> What you will do:
Copy every line of the records below that holds the word "arrow".

> Data excerpts:

========

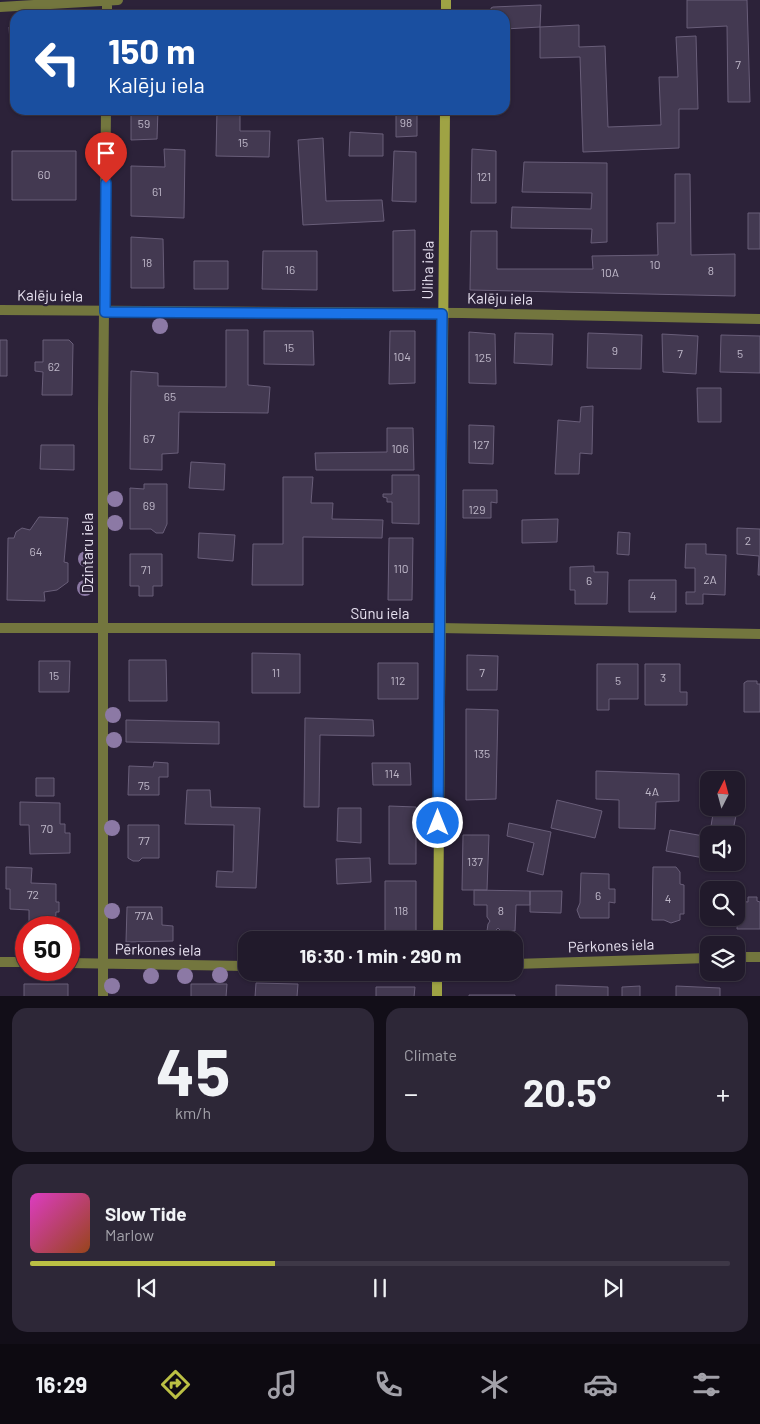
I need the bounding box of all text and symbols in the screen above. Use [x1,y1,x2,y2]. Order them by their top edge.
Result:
text: 150 m [108,29,195,71]
icon: left [25,30,90,95]
house number: 7 [735,57,741,71]
text: Kalēju iela [108,71,205,97]
house number: 98 [400,115,412,129]
house number: 59 [138,116,150,130]
pin [85,132,127,183]
house number: 15 [238,135,248,149]
icon: arrive [92,139,120,167]
house number: 60 [38,167,50,181]
house number: 121 [477,169,491,183]
house number: 61 [152,184,162,198]
street label: Uliha iela [417,240,437,299]
house number: 18 [142,255,152,269]
house number: 10 [650,257,660,271]
house number: 16 [285,262,295,276]
house number: 8 [708,263,714,277]
house number: 10A [601,265,619,279]
street label: Kalēju iela [17,285,83,305]
street label: Kalēju iela [467,288,533,308]
house number: 15 [284,340,294,354]
house number: 9 [612,343,618,357]
house number: 7 [677,346,683,360]
house number: 5 [737,346,743,360]
house number: 104 [393,349,411,363]
house number: 125 [475,350,491,364]
house number: 62 [48,359,60,373]
house number: 65 [164,389,176,403]
house number: 67 [143,431,155,445]
house number: 127 [473,437,489,451]
house number: 106 [391,441,409,455]
house number: 69 [143,498,155,512]
house number: 129 [469,502,485,516]
street label: Dzintaru iela [78,513,96,593]
house number: 2 [745,533,751,547]
house number: 64 [30,544,42,558]
house number: 110 [393,561,409,575]
house number: 71 [141,562,151,576]
house number: 2A [703,572,717,586]
house number: 6 [586,573,592,587]
house number: 4 [650,588,656,602]
street label: Sūnu iela [351,604,409,622]
house number: 11 [272,665,280,679]
house number: 7 [479,665,485,679]
house number: 15 [49,668,59,682]
house number: 3 [660,670,666,684]
house number: 112 [391,673,405,687]
house number: 5 [615,673,621,687]
house number: 135 [474,746,490,760]
house number: 114 [384,766,400,780]
north arrow [700,771,745,816]
map controls [700,771,745,981]
house number: 75 [138,778,150,792]
house number: 4A [645,784,659,798]
position arrow [411,796,463,848]
house number: 70 [41,821,53,835]
button: sound [700,826,745,871]
house number: 77 [138,833,150,847]
house number: 137 [467,854,483,868]
button: search [700,881,745,926]
house number: 72 [27,887,39,901]
house number: 6 [595,888,601,902]
house number: 4 [665,891,671,905]
house number: 118 [394,903,408,917]
house number: 8 [498,903,504,917]
house number: 77A [135,908,153,922]
speed limit sign: 50 [15,916,80,981]
street label: Pērkones iela [567,934,654,956]
button: layers [700,936,745,981]
street label: Pērkones iela [115,939,201,959]
text: 16:30 · 1 min · 290 m [300,944,461,967]
text: 45 [156,1031,230,1109]
text: Climate [404,1045,457,1064]
text: 20.5° [523,1069,611,1115]
text: − [404,1076,418,1110]
text: + [716,1076,730,1110]
text: km/h [175,1103,211,1122]
text: Slow Tide [105,1202,187,1225]
text: Marlow [105,1225,154,1244]
icon: previous [133,1274,161,1302]
icon: pause [366,1274,394,1302]
icon: next [599,1274,627,1302]
icon: directions [158,1367,193,1402]
icon: music [265,1367,300,1402]
icon: phone [371,1367,406,1402]
icon: climate [477,1367,512,1402]
icon: car [583,1367,618,1402]
icon: filters [689,1367,724,1402]
text: 16:29 [36,1371,87,1397]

========

> Response to this task:
north arrow [700,771,745,816]
position arrow [411,796,463,848]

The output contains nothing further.